A cimeira de ontem incluiu uma dose reforçada de contabilidade criativa no que respeita ao caminho para atingir a meta dos 2% do PIB gastos com o orçamento de defesa de cada um dos Estados. A sra. Merkel, sensatamente, recordou a necessidade de levar em linha de conta também as verbas gastas na cooperação para o desenvolvimento. A abordagem preventiva de Estados falhados, guerras civis e situações de subdesenvolvimento que multiplicam os fluxos migratórios, o tráfico de armas e de seres humanos e o fundamentalismo religioso deveria dizer muito a Portugal, que está mais próximo desta frente que dos exercícios musculados na fronteira leste.
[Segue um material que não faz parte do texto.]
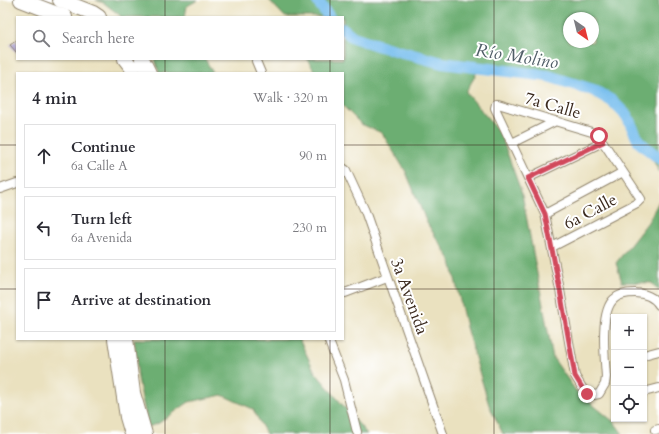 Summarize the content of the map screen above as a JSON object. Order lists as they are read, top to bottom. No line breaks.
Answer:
{"streets":{"street":["7a Calle","6a Calle","3a Avenida"]},"water":["Río Molino"],"north":"bottom right","page":{"search":"Search here","heading":["4 min","Walk · 320 m"],"list":[["Continue","6a Calle A","90 m"],["Turn left","6a Avenida","230 m"],"Arrive at destination"],"map_buttons":["+","−"]}}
O atentado de Manchester reforçou a pressão para a NATO aderir à coligação anti-Daesh e implicou a criação de mais um cargo, o de responsável pela luta antiterrorista. Stoltenberg começou o dia de ontem com um exercício de equilibrismo: a adesão da NATO à coligação anti- -Daesh não significa que as forças dos aliados sejam empenhadas em combates terrestres. Esqueceu-se de acrescentar: “Até ao próximo atentado que ocorra no território de um dos aliados.” Para quem se possa ter esquecido: a Turquia é membro fundador da NATO.
Com a necessidade de amordaçar Trump, a cimeira acabou por não discutir as consequências geoestratégicas do expansionismo militar de Putin. Jogos de guerra recentes permitiram descobrir a perda de capacidades da NATO na defesa do oceano que lhe deu nome. A tecnologia não substitui os exércitos convencionais que só se deslocam por via marítima. E os aliados perderam capacidades navais durante as últimas décadas, permitindo à nova geração de submarinos russos condicionar as rotas atlânticas. Bem andou a armada portuguesa, que nunca aceitou as doutrinas NATO que favoreciam a especialização de cada aliado e manteve, contra a vontade dos EUA, várias capacidades, incluindo a submarina.
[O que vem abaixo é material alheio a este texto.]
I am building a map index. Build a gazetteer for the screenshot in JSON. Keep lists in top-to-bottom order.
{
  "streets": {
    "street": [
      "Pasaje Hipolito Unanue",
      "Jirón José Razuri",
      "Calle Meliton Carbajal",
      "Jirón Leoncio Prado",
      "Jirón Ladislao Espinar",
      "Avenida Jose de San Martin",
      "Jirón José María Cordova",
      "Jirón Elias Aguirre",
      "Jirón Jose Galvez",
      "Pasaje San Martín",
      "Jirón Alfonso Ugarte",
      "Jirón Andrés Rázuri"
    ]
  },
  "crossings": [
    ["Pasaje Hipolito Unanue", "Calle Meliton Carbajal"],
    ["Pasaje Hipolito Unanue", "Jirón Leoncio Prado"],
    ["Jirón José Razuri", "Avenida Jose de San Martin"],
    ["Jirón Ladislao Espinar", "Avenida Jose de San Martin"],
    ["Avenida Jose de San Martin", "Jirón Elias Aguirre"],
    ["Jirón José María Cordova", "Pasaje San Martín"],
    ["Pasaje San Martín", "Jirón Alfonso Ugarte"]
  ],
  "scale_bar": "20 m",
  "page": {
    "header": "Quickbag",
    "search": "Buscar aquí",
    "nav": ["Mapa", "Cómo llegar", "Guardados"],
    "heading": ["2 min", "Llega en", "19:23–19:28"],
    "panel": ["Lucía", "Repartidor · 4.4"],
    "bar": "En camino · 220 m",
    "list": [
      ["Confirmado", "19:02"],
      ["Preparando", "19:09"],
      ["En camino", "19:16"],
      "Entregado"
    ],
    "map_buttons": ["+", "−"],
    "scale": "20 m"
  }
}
Continua em aberto a lista de grandes compras das Forças Armadas Portuguesas: transporte aéreo estratégico (a obsolescência e crescentes limitações operacionais dos C-130 obrigam à sua substituição, de preferência por equipamentos que ajudem a consolidar o cluster aeroespacial português), um navio polivalente logístico (LPD, que poderia ser construído pela indústria naval portuguesa) e a decisão quanto à substituição dos F-16 por um avião multifunções de 5.a geração. Adiar por muito mais tempo as decisões relativas a estes programas terá custos incomportáveis, muito para lá dos financeiros.